GOAL OF THE EXERCISE: Read through the listing below and return only the lines containing "Westhampnett".
::::
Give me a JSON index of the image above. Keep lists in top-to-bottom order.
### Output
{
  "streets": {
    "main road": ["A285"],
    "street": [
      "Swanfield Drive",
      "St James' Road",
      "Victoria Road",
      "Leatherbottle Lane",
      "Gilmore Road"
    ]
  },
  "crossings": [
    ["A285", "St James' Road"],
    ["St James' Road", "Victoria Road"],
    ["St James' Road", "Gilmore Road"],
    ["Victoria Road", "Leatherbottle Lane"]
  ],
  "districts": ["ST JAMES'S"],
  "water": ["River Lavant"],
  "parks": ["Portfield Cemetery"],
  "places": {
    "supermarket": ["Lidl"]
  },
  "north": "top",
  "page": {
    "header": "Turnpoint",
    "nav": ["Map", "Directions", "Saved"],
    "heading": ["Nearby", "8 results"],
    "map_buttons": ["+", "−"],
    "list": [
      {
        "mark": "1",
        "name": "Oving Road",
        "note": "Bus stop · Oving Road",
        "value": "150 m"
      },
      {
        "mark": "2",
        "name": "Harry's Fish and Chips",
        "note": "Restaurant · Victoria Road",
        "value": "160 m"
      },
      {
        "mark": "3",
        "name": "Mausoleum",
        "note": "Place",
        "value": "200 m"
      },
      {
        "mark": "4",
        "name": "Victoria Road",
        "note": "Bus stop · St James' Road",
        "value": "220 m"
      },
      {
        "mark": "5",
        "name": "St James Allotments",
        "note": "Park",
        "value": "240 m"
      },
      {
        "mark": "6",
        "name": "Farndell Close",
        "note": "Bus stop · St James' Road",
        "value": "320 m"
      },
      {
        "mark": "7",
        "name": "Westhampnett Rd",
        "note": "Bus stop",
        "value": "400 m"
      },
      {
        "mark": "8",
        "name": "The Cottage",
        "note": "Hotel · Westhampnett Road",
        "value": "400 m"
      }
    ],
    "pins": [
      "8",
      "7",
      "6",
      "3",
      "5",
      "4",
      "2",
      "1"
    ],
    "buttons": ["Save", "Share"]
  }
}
::::
EXERCISE SOLUTION:
        "name": "Westhampnett Rd",
        "note": "Hotel · Westhampnett Road",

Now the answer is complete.